#### [EXERCISE]
Only the lines from the start of the data through the line containing "position:relative; flex:1; overflow:hidden" should be written out, exactly as they are, with both ends included and the pictures left out.

Saved entries:
* * * * * * * * *

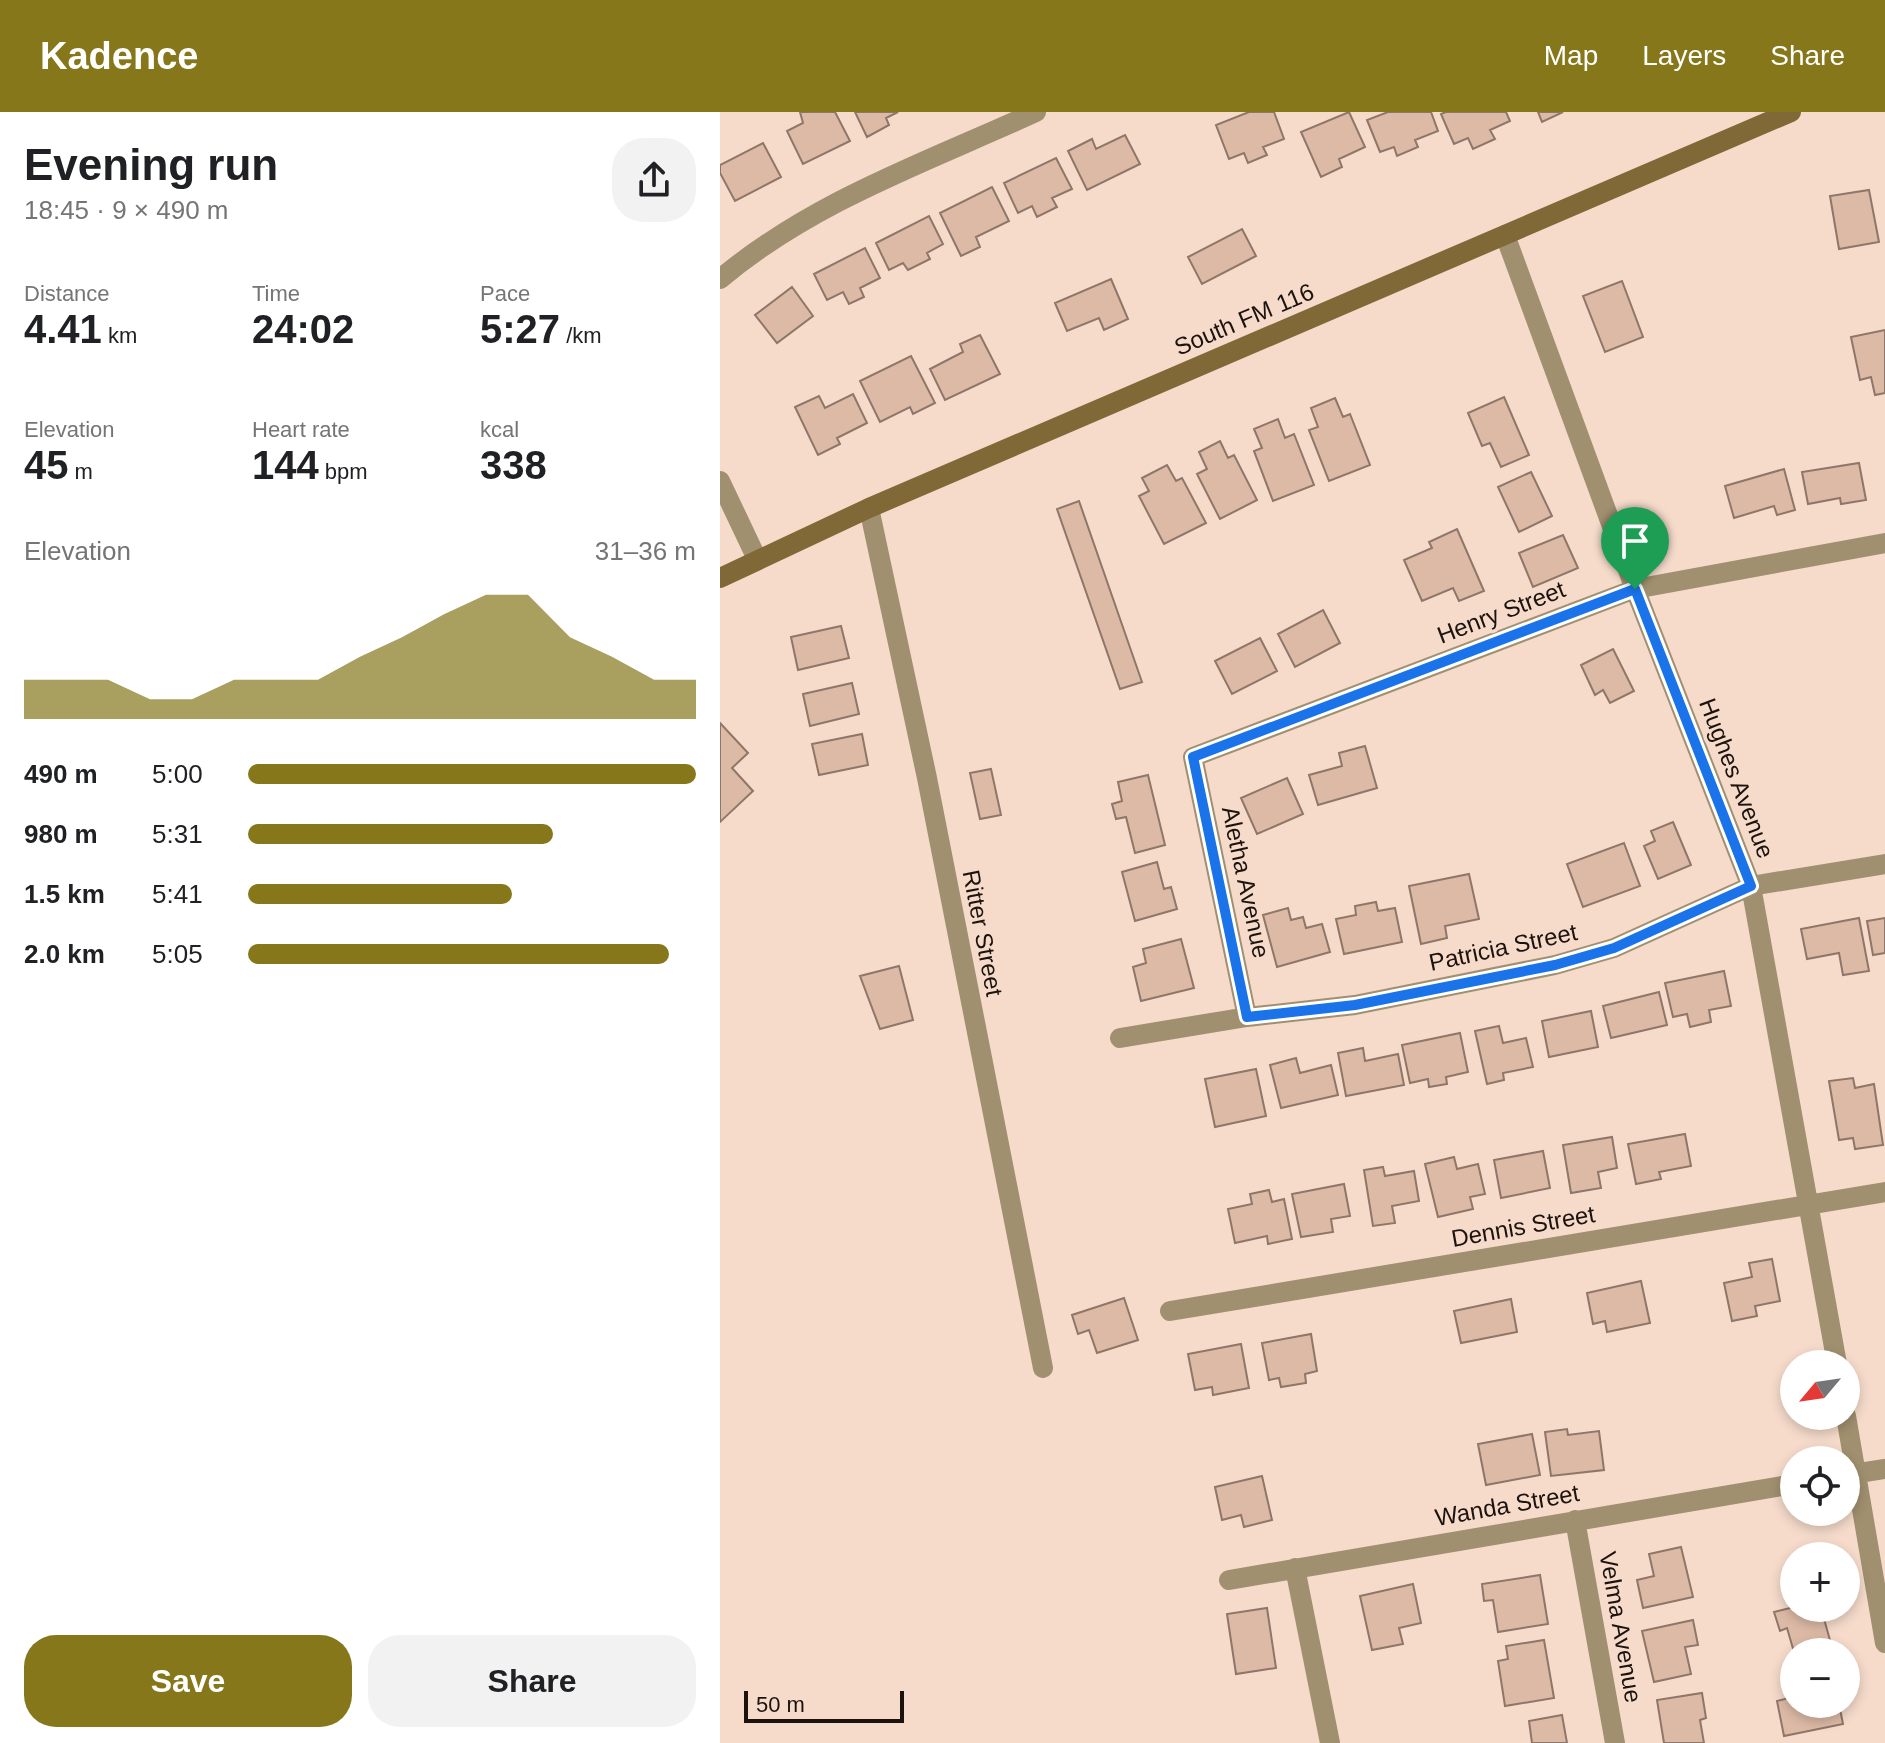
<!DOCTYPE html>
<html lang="en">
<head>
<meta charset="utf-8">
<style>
	:root { --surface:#fff; --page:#f2f2f2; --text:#202124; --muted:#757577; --accent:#86771b }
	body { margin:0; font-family:Helvetica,sans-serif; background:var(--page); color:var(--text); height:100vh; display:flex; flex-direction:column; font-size:30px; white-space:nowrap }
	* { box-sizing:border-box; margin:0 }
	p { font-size:26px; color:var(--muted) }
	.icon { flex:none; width:44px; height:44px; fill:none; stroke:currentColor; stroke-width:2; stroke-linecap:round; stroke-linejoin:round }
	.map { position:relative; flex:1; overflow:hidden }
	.panel { display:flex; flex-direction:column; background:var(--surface); width:720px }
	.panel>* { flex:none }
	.needle { width:52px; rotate:241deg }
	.fabs { position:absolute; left:1060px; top:1238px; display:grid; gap:16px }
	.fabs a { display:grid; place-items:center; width:80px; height:80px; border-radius:50%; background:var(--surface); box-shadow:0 4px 12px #0003; font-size:40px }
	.scale { position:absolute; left:24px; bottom:20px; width:160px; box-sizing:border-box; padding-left:8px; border:4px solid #1c130e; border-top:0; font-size:22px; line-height:28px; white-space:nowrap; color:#1c130e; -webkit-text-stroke:6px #f6dbcb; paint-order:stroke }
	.pin { position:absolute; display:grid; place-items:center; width:68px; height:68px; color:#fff; margin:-82px -34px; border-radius:50% 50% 50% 0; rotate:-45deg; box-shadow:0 0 8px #0007 }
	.pin .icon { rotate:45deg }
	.round { display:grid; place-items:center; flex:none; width:84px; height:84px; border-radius:32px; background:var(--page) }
	.headline { display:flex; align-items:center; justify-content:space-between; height:136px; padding:0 24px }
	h1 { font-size:44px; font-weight:600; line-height:60px }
	.figures { display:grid; grid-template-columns:repeat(3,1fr); gap:12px; height:136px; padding:8px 24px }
	.figures div { display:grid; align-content:center }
	.figures b { font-size:40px; font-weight:600 }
	.figures small { font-size:22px; font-weight:400 }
	.figures p { font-size:22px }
	.chart { height:224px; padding:16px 24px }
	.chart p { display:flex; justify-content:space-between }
	.chart svg { width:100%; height:144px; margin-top:8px; fill:var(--accent); opacity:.7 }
	.action { display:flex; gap:16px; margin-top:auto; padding:16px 24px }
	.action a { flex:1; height:92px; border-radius:32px; background:var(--accent); color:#fff; font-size:32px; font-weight:600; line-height:92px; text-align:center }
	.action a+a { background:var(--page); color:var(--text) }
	ul { padding:0 24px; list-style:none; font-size:26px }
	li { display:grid; grid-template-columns:128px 96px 1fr; align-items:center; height:60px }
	li i { height:20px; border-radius:10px; background:var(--accent) }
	header { display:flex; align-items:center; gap:48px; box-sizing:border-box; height:112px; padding:0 40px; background:var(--accent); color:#fff }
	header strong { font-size:38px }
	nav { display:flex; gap:44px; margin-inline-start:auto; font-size:28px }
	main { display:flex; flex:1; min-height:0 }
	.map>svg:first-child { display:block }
	.building { fill:#ddbaa6; stroke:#8e7669; stroke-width:2 }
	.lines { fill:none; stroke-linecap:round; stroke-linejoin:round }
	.street { stroke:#a09070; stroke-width:20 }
	.secondary { stroke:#806937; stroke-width:20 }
	.route-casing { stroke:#fff; stroke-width:16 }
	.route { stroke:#1a73e8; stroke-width:10 }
	.labels { text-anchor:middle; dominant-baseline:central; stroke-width:7; stroke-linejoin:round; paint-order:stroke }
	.street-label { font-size:24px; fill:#1c130e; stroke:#f6dbcb }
</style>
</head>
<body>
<header>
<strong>Kadence</strong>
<nav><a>Map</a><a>Layers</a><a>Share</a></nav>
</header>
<main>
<section class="panel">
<div class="headline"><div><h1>Evening run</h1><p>18:45 · 9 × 490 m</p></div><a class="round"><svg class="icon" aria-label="share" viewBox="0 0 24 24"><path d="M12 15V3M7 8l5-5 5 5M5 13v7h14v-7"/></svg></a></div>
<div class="figures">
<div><p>Distance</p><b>4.41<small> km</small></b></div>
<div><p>Time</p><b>24:02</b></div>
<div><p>Pace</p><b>5:27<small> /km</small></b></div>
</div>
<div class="figures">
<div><p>Elevation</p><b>45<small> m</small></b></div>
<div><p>Heart rate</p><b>144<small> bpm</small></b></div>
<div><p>kcal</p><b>338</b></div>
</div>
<div class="chart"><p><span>Elevation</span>31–36 m</p>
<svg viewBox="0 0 160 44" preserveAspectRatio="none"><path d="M0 44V32L10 32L20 32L30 38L40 38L50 32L60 32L70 32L80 25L90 19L100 12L110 6L120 6L130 19L140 25L150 32L160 32V44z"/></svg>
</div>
<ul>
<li><b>490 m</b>5:00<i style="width:100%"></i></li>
<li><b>980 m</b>5:31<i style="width:68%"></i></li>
<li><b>1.5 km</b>5:41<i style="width:59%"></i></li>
<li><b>2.0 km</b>5:05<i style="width:94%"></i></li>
</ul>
<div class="action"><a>Save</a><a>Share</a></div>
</section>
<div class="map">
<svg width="1165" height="1631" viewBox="0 0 1165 1631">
	<rect width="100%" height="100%" fill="#f6dbcb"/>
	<path class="building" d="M115,0L130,29L83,52L67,19L83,11L80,0Z
		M135,0H178L166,6L169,13L147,25Z
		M529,0H554L564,27L543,35L547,43L528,51L524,41L509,47L496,13Z
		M629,0L645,35L619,47L622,55L601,65L581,20Z
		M668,0H711L718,19L695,28L698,35L677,44L674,35L660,40L647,8Z
		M726,0H786L790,9L770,18L775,27L753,37L748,26L734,32L721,2Z
		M818,0H843L822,10Z
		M405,23L420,52L367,78L348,39L372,27L376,37Z
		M43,31L61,65L15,89L0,61V53Z
		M336,46L352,77L332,86L337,95L317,105L312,94L298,101L284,71Z
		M272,75L289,109L256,125L260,135L241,144L220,101Z
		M1149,78L1159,130L1119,137L1110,84Z
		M209,104L223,132L207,141L210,147L188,158L183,151L169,158L156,131Z
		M522,117L536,144L482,172L468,145Z
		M145,136L160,166L140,176L144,185L129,192L123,180L107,188L94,162Z
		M391,167L408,207L384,218L379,206L347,219L335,191Z
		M902,169L923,225L885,240L863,184Z
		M72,175L93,204L57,231L35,203Z
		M1165,218V281L1155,283L1151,265L1140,268L1131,225Z
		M260,223L280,262L225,288L210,257L243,240L240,232Z
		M191,244L215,291L193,302L190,295L160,310L140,269Z
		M133,282L147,311L117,326L120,332L98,343L75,295L99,284L105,296Z
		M784,285L809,343L781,355L770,331L762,334L748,301Z
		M615,286L623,305L630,302L650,353L609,369L589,318L598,315L591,296Z
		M558,307L565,326L574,322L594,373L553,389L534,339L542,336L534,317Z
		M500,329L508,346L514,343L537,388L500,407L477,362L487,357L479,340Z
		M1139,351L1146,388L1121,392L1120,386L1088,392L1082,360Z
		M447,353L456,369L462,366L486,411L444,432L419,384L429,379L422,366Z
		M1064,357L1075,398L1057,403L1054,394L1014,406L1005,374Z
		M811,360L832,404L799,420L778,375Z
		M359,389L422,570L400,577L337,397Z
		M737,417L764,479L739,489L733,476L702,489L684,448L712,436L709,430Z
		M843,423L858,456L813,475L799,441Z
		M603,498L620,531L575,555L558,522Z
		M121,514L129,546L78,558L71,525Z
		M540,526L557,559L512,582L495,549Z
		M893,537L914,579L890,591L883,578L875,583L861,553Z
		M132,571L139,602L90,614L83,582Z
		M0,611L28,641L12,656L33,679L0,710Z
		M142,622L148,653L99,663L92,632Z
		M645,634L657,676L598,693L589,663L622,654L619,641Z
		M271,657L281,703L260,707L250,661Z
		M428,663L445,733L415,741L406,705L396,707L392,692L402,689L398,670Z
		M567,666L583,702L537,722L521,686Z
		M953,710L971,753L938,767L924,734L935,729L931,719Z
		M904,731L920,774L863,795L847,752Z
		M437,750L444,777L451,775L457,797L415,809L402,760Z
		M749,762L759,807L725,814L727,826L701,832L689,774Z
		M656,790L658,799L675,796L682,830L624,842L616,807L636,803L635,794Z
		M568,796L571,808L583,805L586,816L602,812L610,840L557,855L543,803Z
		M1139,806L1149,859L1123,863L1119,841L1087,847L1081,817Z
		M1165,806V841L1153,843L1147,809Z
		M461,827L474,876L421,889L413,855L426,851L423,837Z
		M179,854L193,908L160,917L140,864Z
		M1004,859L1011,894L989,898L991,910L970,915L967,902L953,905L945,871Z
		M939,880L947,913L891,926L883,894Z
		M871,899L878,935L829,945L822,909Z
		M779,914L783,931L806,926L813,955L783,961L784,968L767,972L755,919Z
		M740,921L748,960L726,965L727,972L709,975L708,967L690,971L682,933Z
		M643,936L645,949L678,942L684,973L626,984L618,941Z
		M576,946L580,961L611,953L618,983L561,996L550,953Z
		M536,957L546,1004L495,1015L485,967Z
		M1133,966L1135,976L1154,972L1163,1033L1135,1037L1133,1026L1119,1028L1109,969Z
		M965,1022L971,1054L939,1060L941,1067L916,1072L908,1032Z
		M892,1025L897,1056L878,1060L881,1076L851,1081L843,1033Z
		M823,1039L830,1076L781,1086L774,1048Z
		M734,1045L737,1057L758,1052L765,1082L750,1085L753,1097L718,1105L705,1052Z
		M663,1055L665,1064L694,1059L699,1089L672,1094L675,1111L653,1114L644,1058Z
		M624,1072L630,1104L611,1107L613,1120L581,1125L572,1082Z
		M549,1078L552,1090L564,1087L572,1127L548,1132L547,1124L515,1131L508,1097L532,1092L530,1082Z
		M1052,1147L1060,1189L1035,1194L1037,1204L1012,1209L1004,1171L1032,1165L1029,1151Z
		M921,1169L930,1211L887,1220L885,1209L873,1212L867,1181Z
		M404,1186L418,1228L377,1241L369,1218L358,1222L352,1203Z
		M791,1187L797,1220L741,1231L734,1199Z
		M591,1222L597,1259L585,1262L586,1271L561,1275L559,1266L549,1268L542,1231Z
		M521,1232L529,1276L493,1283L492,1275L475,1278L468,1242Z
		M847,1317L848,1323L879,1319L884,1358L831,1364L825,1320Z
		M812,1322L820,1363L766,1373L758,1332Z
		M542,1364L552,1408L524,1415L521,1403L502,1408L495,1375Z
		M961,1435L973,1485L923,1496L917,1468L934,1464L929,1442Z
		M820,1463L828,1512L778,1520L773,1488L764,1489L762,1472Z
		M693,1472L701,1511L679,1516L683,1532L652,1538L640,1484Z
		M1074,1495L1101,1496L1113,1539L1074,1540L1067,1516L1060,1519L1054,1500Z
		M547,1496L556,1556L516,1562L507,1502Z
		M973,1508L978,1533L965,1535L971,1562L934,1570L922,1519Z
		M824,1528L834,1586L785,1594L778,1549L788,1547L786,1534Z
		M1074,1569V1592H1119L1123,1612L1064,1624L1057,1589L1069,1586L1066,1571Z
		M982,1581L986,1606L980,1608L984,1631H944L937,1588Z
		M842,1603L847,1631H812L809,1609Z"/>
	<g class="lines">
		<path class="street" d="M785,123L915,477L1031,774L1117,1252
			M0,167C93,89 207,50 316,0
			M0,369L37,447
			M149,396L207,666L323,1256
			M527,905L473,645L915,477L1165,431
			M400,926L527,905L635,893L835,853L894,836L1031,774L1165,752
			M450,1199L1165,1080
			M1126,1304L1165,1531
			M1126,1363L1165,1357
			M855,1408L895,1631
			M575,1456L610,1631
			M509,1468L1074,1372"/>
		<path class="secondary" d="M0,466L149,396L1071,0"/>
	</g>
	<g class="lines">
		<g class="route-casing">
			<path id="route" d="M915,477L1031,774L894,836L835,853L635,893L527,905L473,645Z"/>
		</g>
		<use href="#route" class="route"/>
	</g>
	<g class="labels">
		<g class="street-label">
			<text transform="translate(524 207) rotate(-23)">South FM 116</text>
			<text transform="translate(781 500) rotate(-21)">Henry Street</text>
			<text transform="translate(1017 666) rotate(69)">Hughes Avenue</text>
			<text transform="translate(526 770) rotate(78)">Aletha Avenue</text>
			<text transform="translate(263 821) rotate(79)">Ritter Street</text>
			<text transform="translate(783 835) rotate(-12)">Patricia Street</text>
			<text transform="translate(803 1114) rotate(-10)">Dennis Street</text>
			<text transform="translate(787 1393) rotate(-10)">Wanda Street</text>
			<text transform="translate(901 1515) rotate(80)">Velma Avenue</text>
		</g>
	</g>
</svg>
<div class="fabs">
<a><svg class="needle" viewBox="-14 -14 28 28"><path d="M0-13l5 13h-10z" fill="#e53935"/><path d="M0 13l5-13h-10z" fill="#757577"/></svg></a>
<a><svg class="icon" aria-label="locate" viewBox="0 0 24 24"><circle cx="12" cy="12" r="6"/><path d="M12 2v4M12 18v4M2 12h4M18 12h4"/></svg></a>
<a>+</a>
<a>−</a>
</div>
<div class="scale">50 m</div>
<div class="pin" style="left:915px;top:477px;background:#1e9e55"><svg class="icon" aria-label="arrive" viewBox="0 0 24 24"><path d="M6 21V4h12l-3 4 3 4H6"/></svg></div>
</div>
</main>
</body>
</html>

* * * * * * * * *

#### [TASK OUTPUT]
<!DOCTYPE html>
<html lang="en">
<head>
<meta charset="utf-8">
<style>
	:root { --surface:#fff; --page:#f2f2f2; --text:#202124; --muted:#757577; --accent:#86771b }
	body { margin:0; font-family:Helvetica,sans-serif; background:var(--page); color:var(--text); height:100vh; display:flex; flex-direction:column; font-size:30px; white-space:nowrap }
	* { box-sizing:border-box; margin:0 }
	p { font-size:26px; color:var(--muted) }
	.icon { flex:none; width:44px; height:44px; fill:none; stroke:currentColor; stroke-width:2; stroke-linecap:round; stroke-linejoin:round }
	.map { position:relative; flex:1; overflow:hidden }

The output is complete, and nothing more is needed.